This invention relates to an ignition timing control device for an internal combustion engine and more particularly to an improved ignition timing control including a temperature responsive advance.
It is well known that a wide variety of internal combustion engines are now provided with electronic ignition control. The use of electronic circuitry permits a wider adjustment of ignition timing to suit a variety of different operating conditions. For example, it has been proposed to employ an engine temperature sensor in combination with the logic of the timing circuitry in order to provide additional spark advance for cold temperature starting. Normally, these devices would include a temperature sensor that is mounted in proximity to the engine so as to sense its temperature. This sensor then outputs a signal to a remotely positioned control circuit including a fire advancing circuit and will achieve an advance in the spark timing under cold starting conditions. Although such systems have advantages, there are some disadvantages with the proposed type of system as described.

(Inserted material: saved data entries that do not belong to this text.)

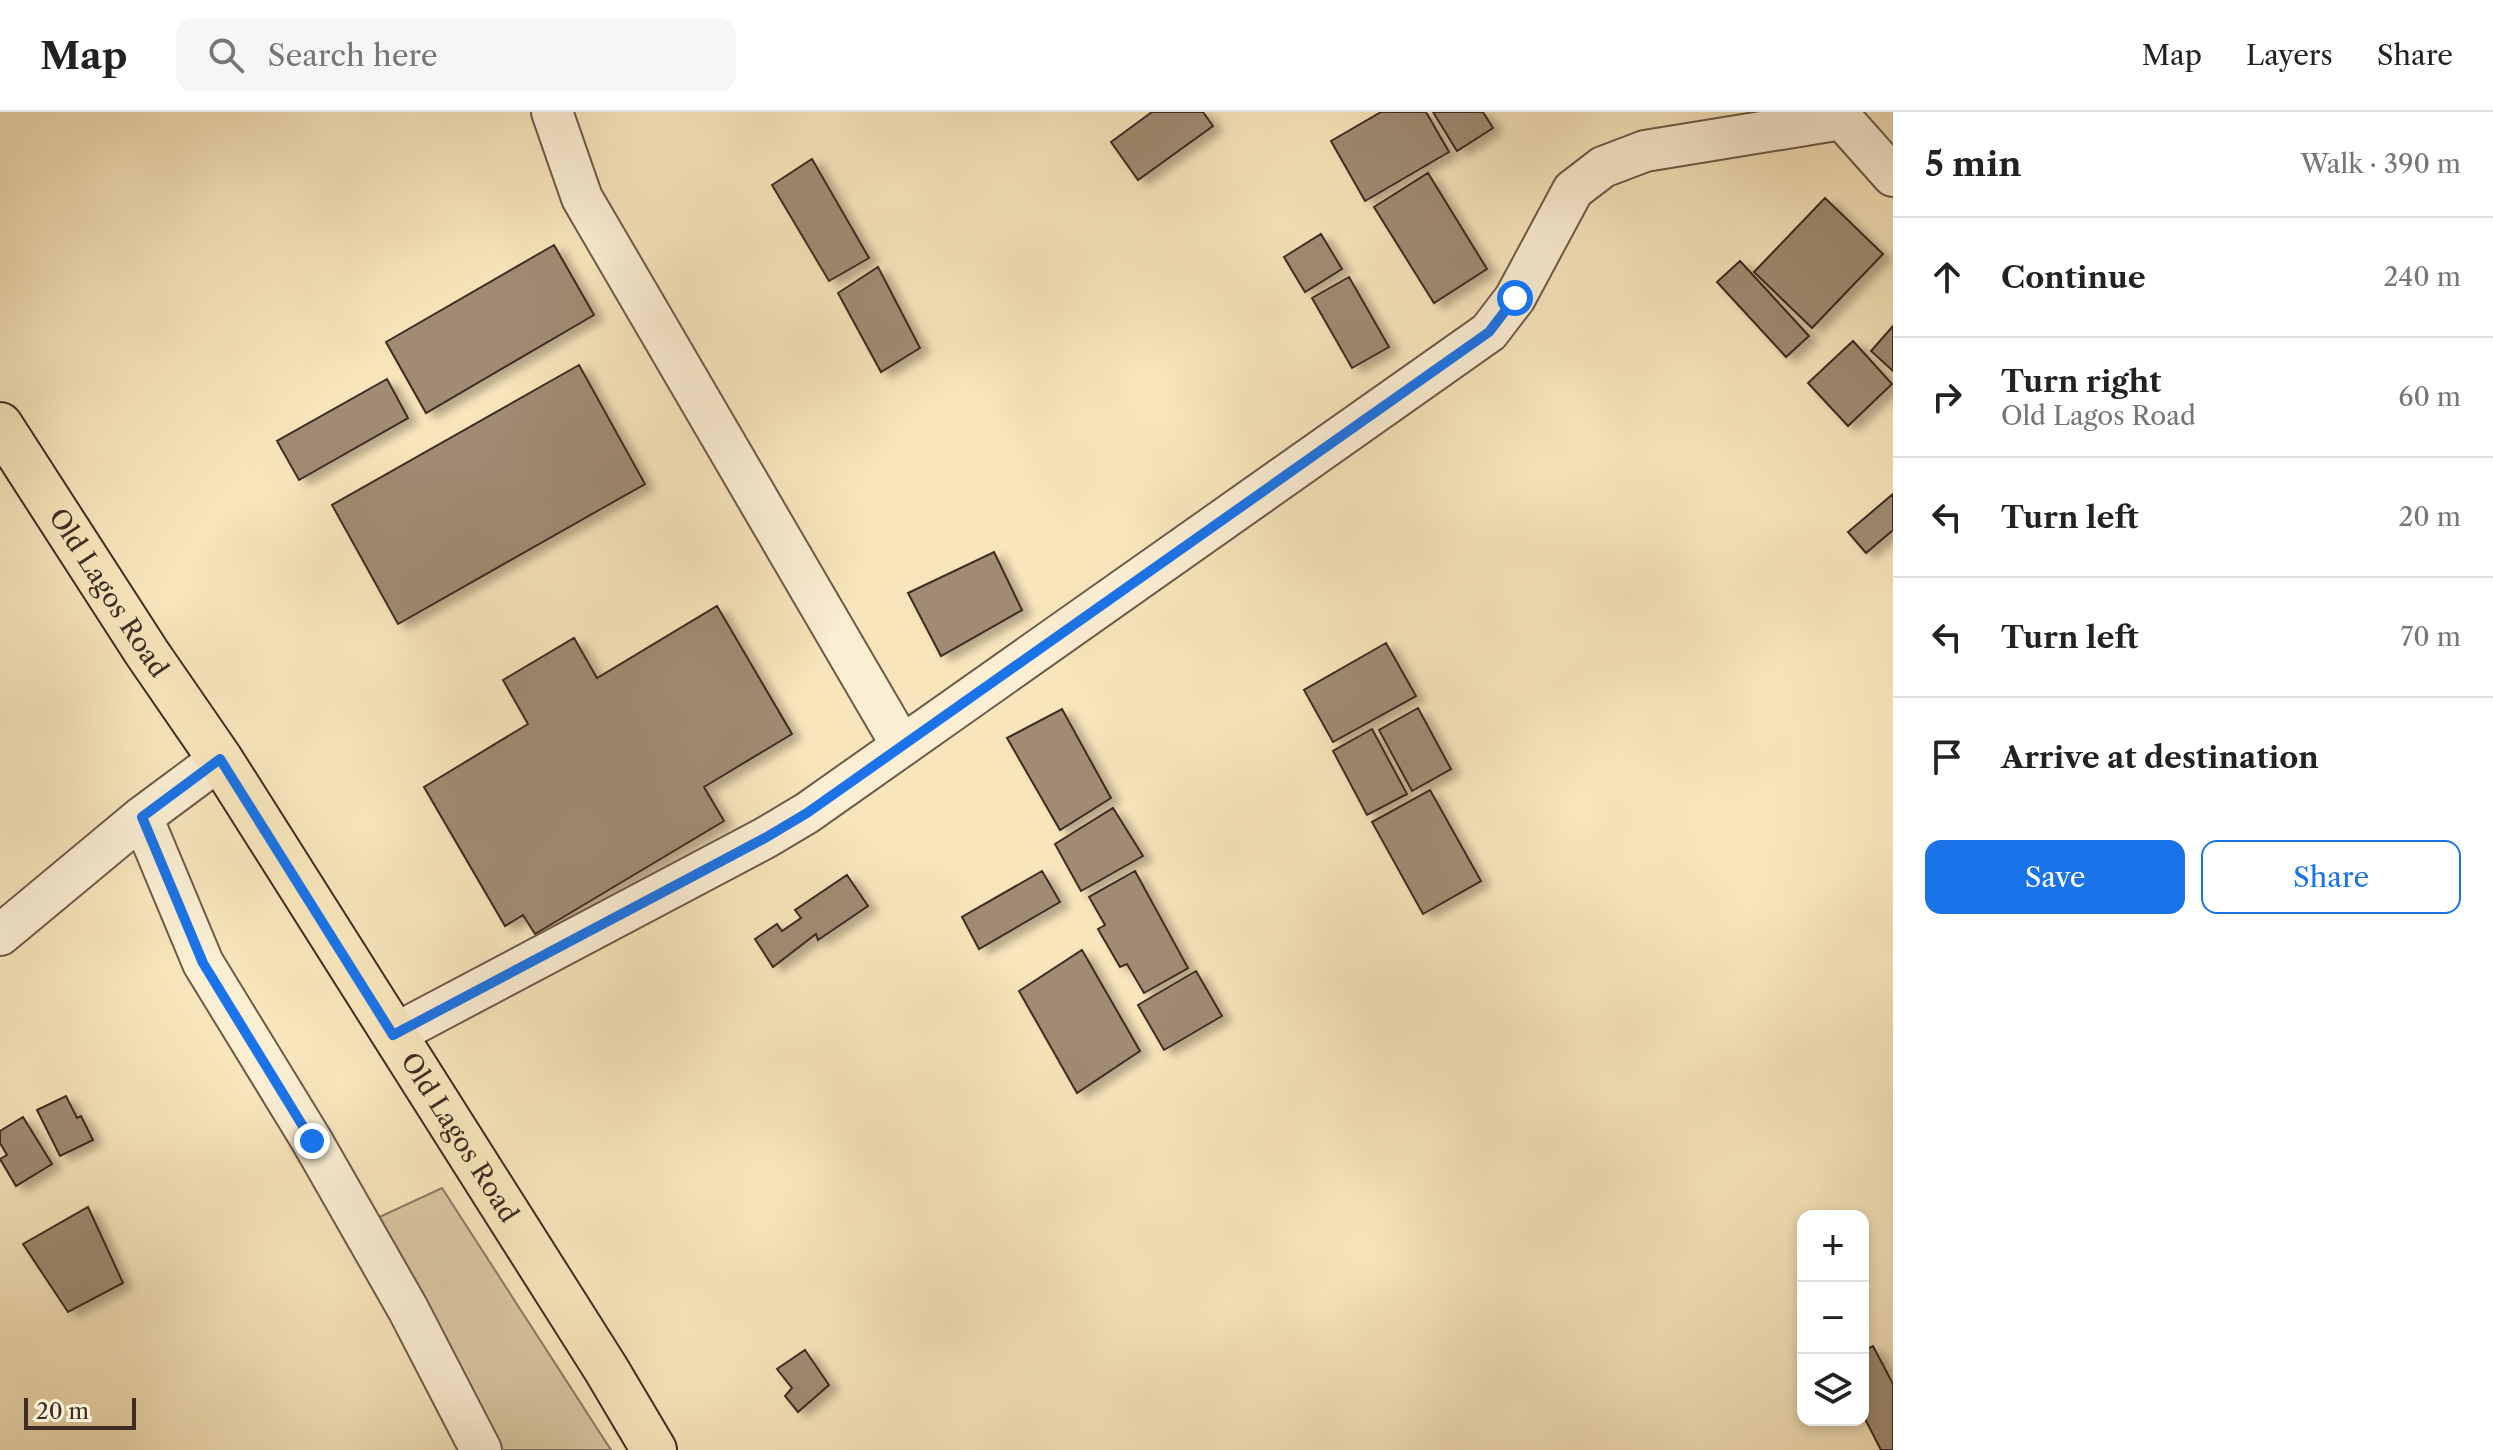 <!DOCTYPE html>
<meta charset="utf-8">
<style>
:root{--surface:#fff;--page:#f6f6f6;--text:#222;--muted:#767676;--line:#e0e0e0;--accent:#1a73e8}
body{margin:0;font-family:"Libre Caslon Text",serif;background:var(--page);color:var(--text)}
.controls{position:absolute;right:24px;bottom:24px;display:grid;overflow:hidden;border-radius:16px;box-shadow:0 4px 12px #0003}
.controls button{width:72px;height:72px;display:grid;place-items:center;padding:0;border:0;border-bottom:2px solid var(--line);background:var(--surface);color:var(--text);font:40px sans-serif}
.scale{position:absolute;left:24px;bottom:20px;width:112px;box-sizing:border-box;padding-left:8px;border:4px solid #3f2c24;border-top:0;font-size:22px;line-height:28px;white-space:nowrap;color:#3f2c24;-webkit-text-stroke:6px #faeed3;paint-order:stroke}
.stop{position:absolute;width:24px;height:24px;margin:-18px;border:6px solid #1a73e8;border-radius:50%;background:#fff}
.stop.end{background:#1a73e8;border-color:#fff;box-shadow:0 2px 8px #0008}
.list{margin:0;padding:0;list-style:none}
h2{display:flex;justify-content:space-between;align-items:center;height:104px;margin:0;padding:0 32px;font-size:34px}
h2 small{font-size:26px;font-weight:400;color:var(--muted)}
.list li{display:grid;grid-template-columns:52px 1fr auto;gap:24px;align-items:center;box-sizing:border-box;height:120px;padding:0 32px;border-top:2px solid var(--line)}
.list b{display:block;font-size:30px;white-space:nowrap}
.list p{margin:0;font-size:26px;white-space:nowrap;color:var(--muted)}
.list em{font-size:26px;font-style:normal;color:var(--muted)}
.actions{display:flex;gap:16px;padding:24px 32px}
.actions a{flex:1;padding:18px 0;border:2px solid var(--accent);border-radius:16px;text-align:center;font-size:28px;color:var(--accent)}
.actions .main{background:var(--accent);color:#fff}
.icon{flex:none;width:44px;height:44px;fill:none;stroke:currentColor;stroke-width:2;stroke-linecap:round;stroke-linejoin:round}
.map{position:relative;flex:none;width:1893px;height:1338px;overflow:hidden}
header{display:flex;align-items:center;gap:48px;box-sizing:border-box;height:112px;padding:0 40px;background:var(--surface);border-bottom:2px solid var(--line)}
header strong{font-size:38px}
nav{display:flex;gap:44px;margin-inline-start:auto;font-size:28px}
.search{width:560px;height:72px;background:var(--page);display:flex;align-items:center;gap:20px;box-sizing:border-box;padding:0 28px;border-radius:16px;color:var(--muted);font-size:30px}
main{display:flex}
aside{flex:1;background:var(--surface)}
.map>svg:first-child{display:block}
</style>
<header>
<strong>Map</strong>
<div class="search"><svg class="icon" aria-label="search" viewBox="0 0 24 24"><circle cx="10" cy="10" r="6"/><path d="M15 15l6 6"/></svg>Search here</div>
<nav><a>Map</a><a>Layers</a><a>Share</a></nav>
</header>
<main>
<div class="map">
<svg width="1893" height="1338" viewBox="0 0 1893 1338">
<defs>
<filter id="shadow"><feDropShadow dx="9" dy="5" stdDeviation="4" flood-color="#0004"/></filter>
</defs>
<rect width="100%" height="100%" fill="#f7e5bb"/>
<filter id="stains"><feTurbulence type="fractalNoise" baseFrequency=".0025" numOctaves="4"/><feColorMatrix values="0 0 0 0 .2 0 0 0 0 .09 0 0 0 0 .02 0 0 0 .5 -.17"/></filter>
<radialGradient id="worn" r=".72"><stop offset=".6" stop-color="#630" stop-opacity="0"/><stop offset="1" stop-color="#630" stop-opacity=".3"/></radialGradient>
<!-- green -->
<path fill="#d8c6a1" stroke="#8c7962" stroke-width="2" d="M442,1076L611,1338H495L373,1108Z"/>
<!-- building -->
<path fill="#9f8c73" stroke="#3f2c24" stroke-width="2" filter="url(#shadow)" d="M1152,0H1203L1213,14L1138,68L1111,30Z
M1381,0H1426L1449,40L1365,89L1331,29Z
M1433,0H1483L1493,16L1457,39Z
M812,47L869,146L829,169L772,73Z
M1428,61L1487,157L1434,191L1374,95Z
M1825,86L1883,142L1812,216L1754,160Z
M1321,122L1342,157L1305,180L1284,145Z
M554,133L594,203L426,301L386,230Z
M1740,149L1809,224L1786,245L1717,170Z
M878,155L920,236L881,260L838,181Z
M1349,165L1389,235L1352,256L1312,186Z
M1893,214V259L1871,239Z
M1853,229L1892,272L1848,314L1808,271Z
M579,253L645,372L398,512L332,393Z
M387,267L408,306L299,368L277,329Z
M1893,382V418L1866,441L1848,420Z
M994,440L1022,498L941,544L908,481Z
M717,494L792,622L704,675L724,709L535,822L523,803L505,814L424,675L528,612L503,568L574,526L597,566Z
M1386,531L1416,584L1333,630L1304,578Z
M1418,596L1451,657L1412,679L1379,618Z
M1062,597L1111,686L1060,718L1007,626Z
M1372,617L1407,682L1367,703L1333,639Z
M1430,678L1481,769L1423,802L1372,710Z
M1113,696L1143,744L1081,779L1055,732Z
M1042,759L1060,790L979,837L962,805Z
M1135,759L1188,856L1144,881L1127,852L1120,855L1098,817L1105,813L1089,785Z
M847,763L868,794L818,828L816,822L773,855L755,827L777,812L782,819L801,806L795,798Z
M1082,838L1140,939L1077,981L1019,879Z
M1196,859L1222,904L1164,938L1138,893Z
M66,984L77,1006L81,1004L93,1028L60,1044L37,998Z
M23,1005L52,1052L16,1074L0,1047L7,1043L0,1031V1019Z
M88,1095L123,1171L68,1200L23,1132Z
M1873,1234L1893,1272V1338H1881L1863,1303V1239Z
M805,1238L829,1273L798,1300L785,1284L792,1276L777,1257Z"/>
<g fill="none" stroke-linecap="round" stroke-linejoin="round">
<!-- minor casing -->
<g stroke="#6d5a4a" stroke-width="44">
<path id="minor" d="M552,0L582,86L902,634
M1836,0L1893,64
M142,705L203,851L312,1029L408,1197L481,1338
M0,823L142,705L220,647
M393,923L765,726L807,701L1489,220L1515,186L1573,78L1603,55L1645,39L1842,7"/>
</g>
<!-- major casing -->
<g stroke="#3f2c24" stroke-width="48">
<g id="major">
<path id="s1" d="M0,313L147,541L220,647L606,1257L654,1338"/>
</g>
</g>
<!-- minor -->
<use href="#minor" stroke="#faeed3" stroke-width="40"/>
<!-- major -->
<use href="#major" stroke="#f7e5bb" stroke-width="44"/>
</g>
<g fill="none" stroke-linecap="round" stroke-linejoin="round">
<!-- route -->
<path stroke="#1a73e8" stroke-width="10" d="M312,1029L203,851L142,705L220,647L393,923L765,726L807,701L1489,220L1515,186"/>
</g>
<g text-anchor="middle" stroke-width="6" stroke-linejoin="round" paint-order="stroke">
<!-- street labels -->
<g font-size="26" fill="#3f2c24" stroke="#faeed3">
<text dy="9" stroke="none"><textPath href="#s1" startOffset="200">Old Lagos Road</textPath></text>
<text dy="9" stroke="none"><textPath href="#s1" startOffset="848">Old Lagos Road</textPath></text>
</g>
</g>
<rect width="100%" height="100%" filter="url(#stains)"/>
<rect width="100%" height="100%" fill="url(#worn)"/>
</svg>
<div class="controls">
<button>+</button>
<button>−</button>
<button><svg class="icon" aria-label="layers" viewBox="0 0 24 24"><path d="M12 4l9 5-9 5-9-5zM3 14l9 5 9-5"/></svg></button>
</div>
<div class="scale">20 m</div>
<div class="stop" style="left:1515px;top:186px"></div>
<div class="stop end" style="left:312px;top:1029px"></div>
</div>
<aside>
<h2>5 min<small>Walk · 390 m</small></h2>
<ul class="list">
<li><svg class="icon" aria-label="ahead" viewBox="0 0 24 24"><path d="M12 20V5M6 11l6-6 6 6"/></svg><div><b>Continue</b></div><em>240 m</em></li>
<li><svg class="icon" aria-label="right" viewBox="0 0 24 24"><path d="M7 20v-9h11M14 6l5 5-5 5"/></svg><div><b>Turn right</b><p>Old Lagos Road</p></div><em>60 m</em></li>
<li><svg class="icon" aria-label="left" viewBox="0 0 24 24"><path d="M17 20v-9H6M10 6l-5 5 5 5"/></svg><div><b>Turn left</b></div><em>20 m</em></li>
<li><svg class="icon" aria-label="left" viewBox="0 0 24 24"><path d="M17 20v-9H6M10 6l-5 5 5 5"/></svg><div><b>Turn left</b></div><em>70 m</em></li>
<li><svg class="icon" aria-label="arrive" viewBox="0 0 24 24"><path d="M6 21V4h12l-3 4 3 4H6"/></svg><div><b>Arrive at destination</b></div></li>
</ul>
<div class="actions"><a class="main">Save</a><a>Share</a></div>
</aside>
</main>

For example, when the temperature sensor is remotely positioned from the ignition control circuit, it is necessary to provide a conductor to transmit the signal from the temperature sensor to the spark control circuit. In order to prevent noise and extraneous unwanted signals, it is desirable that the temperature sensor provide a high power output. However, with many engines such as outboard motors, there is not a battery as such and, hence, the temperature sensor cannot output large current signals under cranking operations. Furthermore, the disadvantages of the remote wiring should be readily apparent.
It is, therefore, a principal object of this invention to provide an improved, simplified and relatively compact ignition timing control device including a temperature sensor.
It is a further object of this invention to provide a temperature sensitive ignition timing control that is mounted as a complete unit on the engine.